Das kombinierte Ergebnis hat die Rentabilität der gesamten globalen Kohlenwasserstoffindustrie unter Druck gesetzt. Das bedeutet weniger Petrodollars zur Unterstützung der Staatshaushalte der Erdöl produzierenden Länder. Es bedeutet auch weniger profitable Ölgesellschaften, die traditionell ein großes Segment der Aktienmärkte ausmachen, ein wichtiger Bestandteil so vieler westlicher Pensionsfonds.

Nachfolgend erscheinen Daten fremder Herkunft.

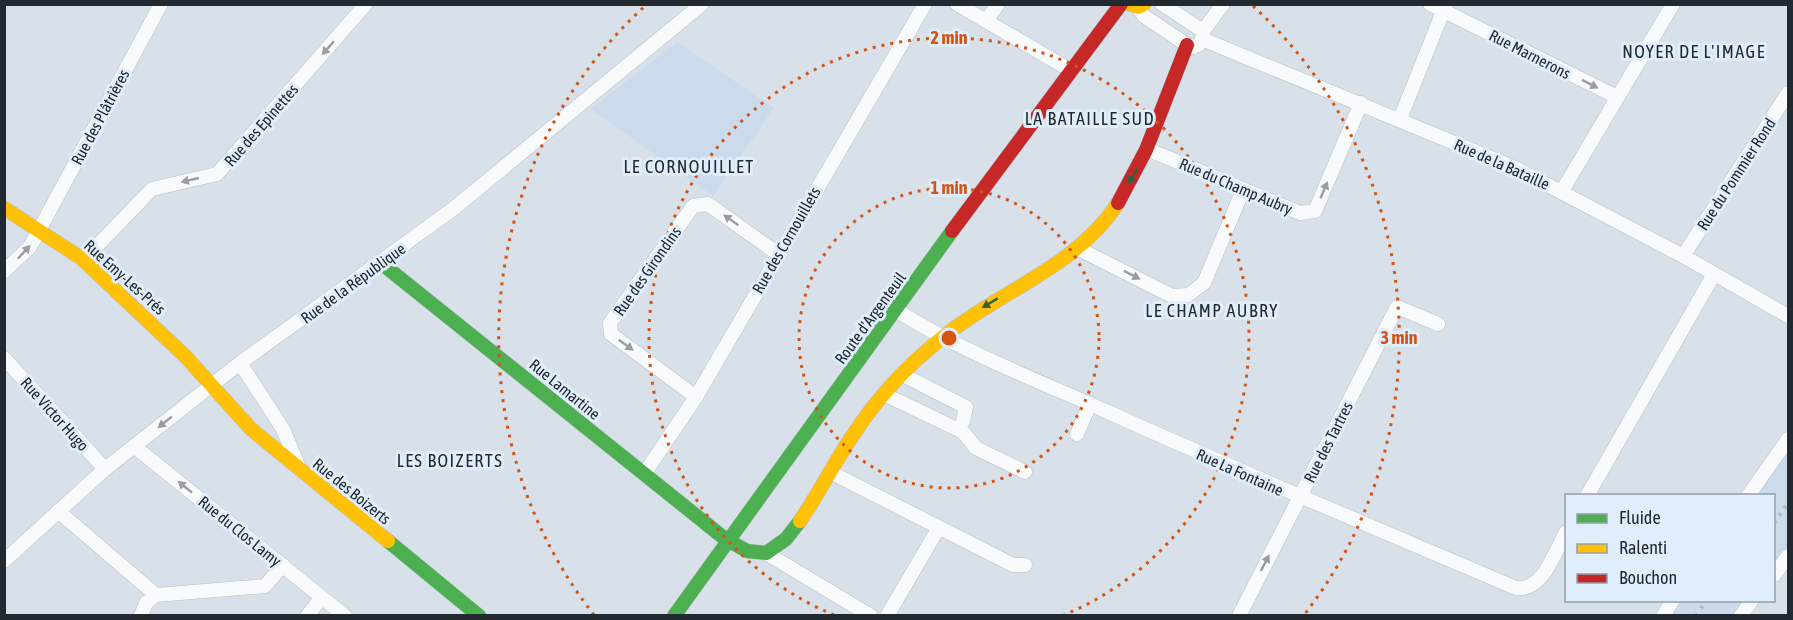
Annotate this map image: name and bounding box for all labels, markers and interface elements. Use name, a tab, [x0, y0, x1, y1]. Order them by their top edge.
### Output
street label: Rue Marnerons	[1486, 26, 1574, 82]
text: 2 min	[931, 27, 968, 48]
one-way arrow	[321, 41, 335, 56]
district label: NOYER DE L'IMAGE	[1622, 41, 1766, 62]
street label: Rue des Plâtrières	[67, 66, 133, 168]
one-way arrow	[1581, 79, 1598, 88]
street label: Rue des Epinettes	[220, 80, 303, 170]
district label: LA BATAILLE SUD	[1025, 108, 1155, 129]
street label: Rue du Pommier Rond	[1693, 115, 1779, 233]
street label: Rue de la Bataille	[1452, 135, 1552, 193]
street label: Rue du Champ Aubry	[1176, 154, 1296, 219]
district label: LE CORNOUILLET	[623, 156, 755, 177]
one-way arrow	[1128, 168, 1139, 184]
one-way arrow	[181, 176, 199, 186]
text: 1 min	[931, 177, 968, 198]
one-way arrow	[1319, 180, 1329, 198]
street label: Rue des Cornouillets	[748, 183, 824, 296]
one-way arrow	[723, 214, 739, 226]
street label: Rue des Girondins	[610, 223, 685, 319]
street label: Rue Emy-Les-Prés	[80, 236, 169, 319]
street label: Rue de la République	[297, 239, 409, 328]
one-way arrow	[17, 244, 31, 259]
street label: Route d'Argenteuil	[831, 268, 910, 368]
one-way arrow	[1123, 271, 1140, 280]
one-way arrow	[982, 297, 998, 308]
district label: LE CHAMP AUBRY	[1145, 300, 1279, 321]
text: 3 min	[1381, 327, 1418, 348]
centre of rings	[939, 328, 959, 348]
one-way arrow	[618, 339, 634, 351]
street label: Rue Lamartine	[526, 355, 604, 423]
street label: Rue Victor Hugo	[17, 374, 93, 455]
street label: Rue des Tartres	[1300, 398, 1356, 485]
one-way arrow	[158, 415, 173, 428]
street label: Rue La Fontaine	[1194, 445, 1286, 499]
district label: LES BOIZERTS	[397, 450, 503, 471]
street label: Rue des Boizerts	[310, 454, 395, 528]
one-way arrow	[177, 480, 193, 493]
street label: Rue du Clos Lamy	[194, 492, 285, 571]
legend	[1565, 494, 1775, 602]
text: Fluide	[1619, 507, 1661, 528]
text: Ralenti	[1619, 537, 1667, 558]
one-way arrow	[1261, 555, 1270, 572]
text: Bouchon	[1619, 567, 1677, 588]

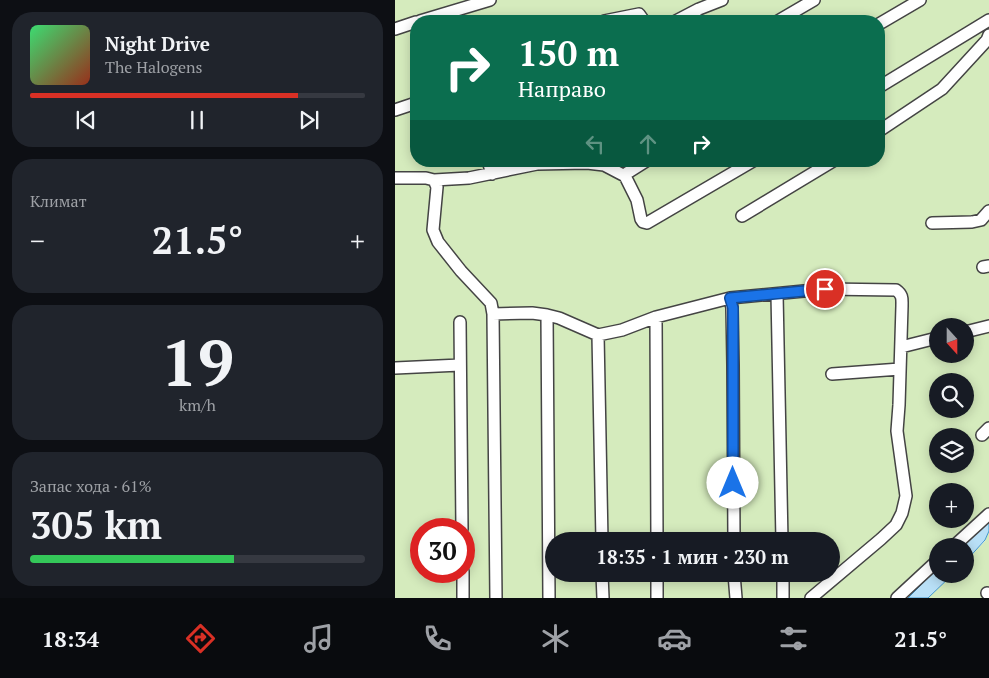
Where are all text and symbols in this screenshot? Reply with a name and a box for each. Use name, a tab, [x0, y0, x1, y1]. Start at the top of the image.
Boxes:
text: 150 m	[518, 30, 619, 76]
text: Night Drive	[105, 31, 210, 56]
icon: right	[435, 35, 500, 100]
text: The Halogens	[105, 56, 203, 78]
text: Направо	[518, 74, 606, 103]
icon: previous	[72, 106, 100, 134]
icon: pause	[183, 106, 211, 134]
icon: next	[295, 106, 323, 134]
icon: left	[581, 130, 609, 158]
icon: ahead	[634, 130, 662, 158]
icon: right	[687, 130, 715, 158]
text: Климат	[30, 190, 87, 212]
text: 21.5°	[152, 215, 243, 265]
text: −	[30, 222, 45, 259]
text: +	[350, 222, 365, 259]
pin	[804, 268, 846, 310]
icon: arrive	[811, 275, 839, 303]
text: 19	[161, 318, 234, 405]
north arrow	[929, 318, 974, 362]
map controls	[929, 318, 974, 583]
button: search	[929, 373, 974, 418]
text: km/h	[179, 394, 216, 416]
button: layers	[929, 428, 974, 473]
position arrow	[706, 456, 758, 508]
text: Запас хода · 61%	[30, 475, 152, 497]
button: +	[929, 483, 974, 528]
text: 305 km	[30, 500, 162, 550]
speed limit sign: 30	[410, 518, 475, 583]
button: −	[929, 538, 974, 583]
text: 18:35 · 1 мин · 230 m	[596, 544, 789, 569]
icon: directions	[183, 621, 218, 656]
icon: music	[301, 621, 336, 656]
icon: phone	[420, 621, 455, 656]
icon: climate	[538, 621, 573, 656]
icon: car	[657, 621, 692, 656]
icon: filters	[776, 621, 811, 656]
text: 18:34	[42, 624, 99, 653]
text: 21.5°	[894, 624, 947, 653]

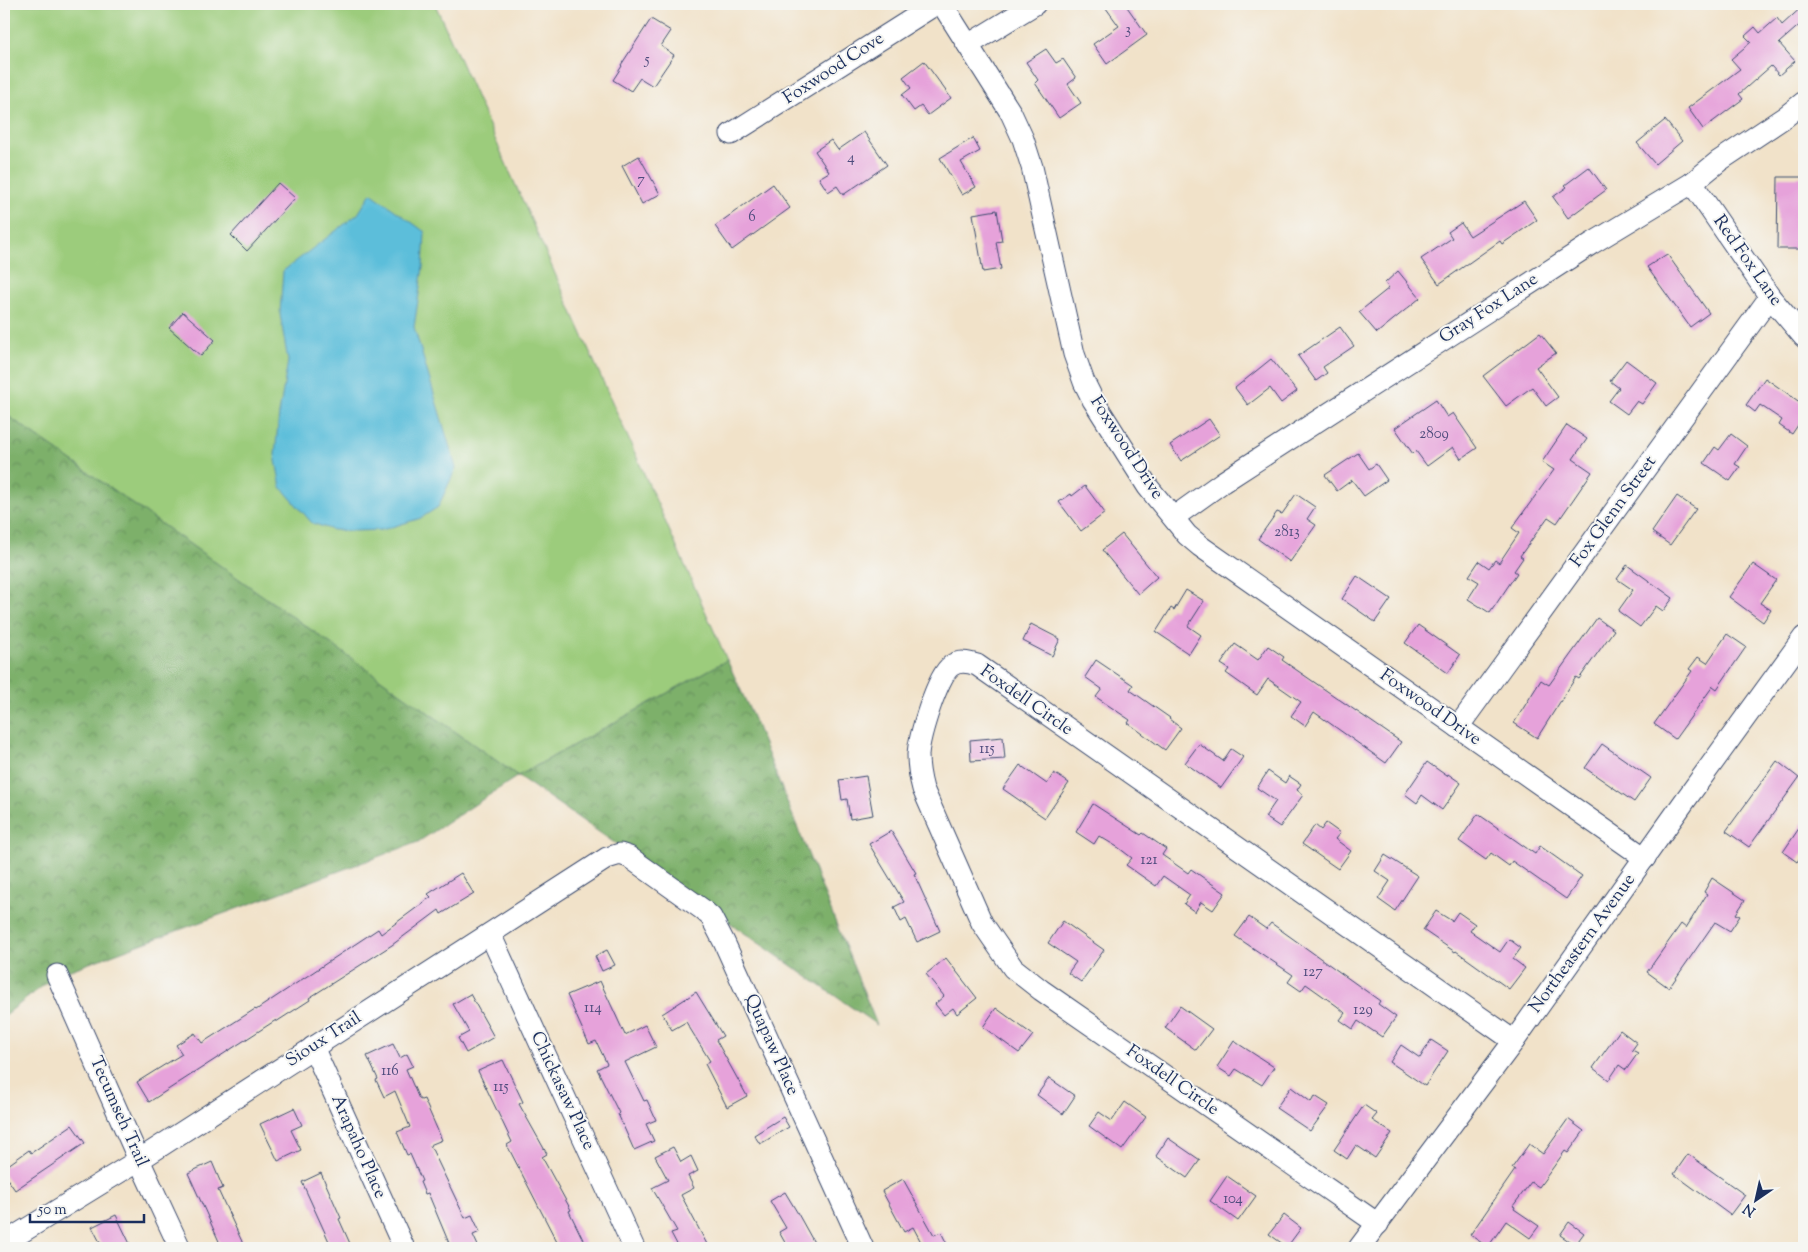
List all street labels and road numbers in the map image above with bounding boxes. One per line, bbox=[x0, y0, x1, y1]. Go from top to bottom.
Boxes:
street label: Foxwood Cove bbox=[778, 26, 890, 112]
street label: Red Fox Lane bbox=[1706, 210, 1788, 312]
street label: Gray Fox Lane bbox=[1434, 267, 1544, 351]
street label: Foxwood Drive bbox=[1083, 391, 1169, 505]
street label: Fox Glenn Street bbox=[1565, 451, 1663, 573]
street label: Foxdell Circle bbox=[974, 659, 1078, 743]
street label: Foxwood Drive bbox=[1374, 663, 1486, 753]
street label: Northeastern Avenue bbox=[1523, 869, 1643, 1019]
street label: Quapaw Place bbox=[737, 990, 805, 1100]
street label: Sioux Trail bbox=[281, 1006, 367, 1074]
street label: Chickasaw Place bbox=[523, 1027, 601, 1155]
street label: Foxdell Circle bbox=[1120, 1039, 1224, 1123]
street label: Tecumseh Trail bbox=[82, 1052, 154, 1172]
street label: Arapaho Place bbox=[324, 1091, 392, 1203]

Beginnen Sie mit dem ersten Faktor, um zu sehen, warum dies so ist. Historisch gesehen waren die geologischen Vorteile, die Öl aus Ländern wie Saudi-Arabien so billig in der Förderung machten, einzigartig. Da Öl und Gas zu Kosten produziert wurden, die weit unter dem Marktpreis lagen, waren die überschüssigen Gewinne oder “ Mieten „, von denen die Industrie profitierte, sehr groß.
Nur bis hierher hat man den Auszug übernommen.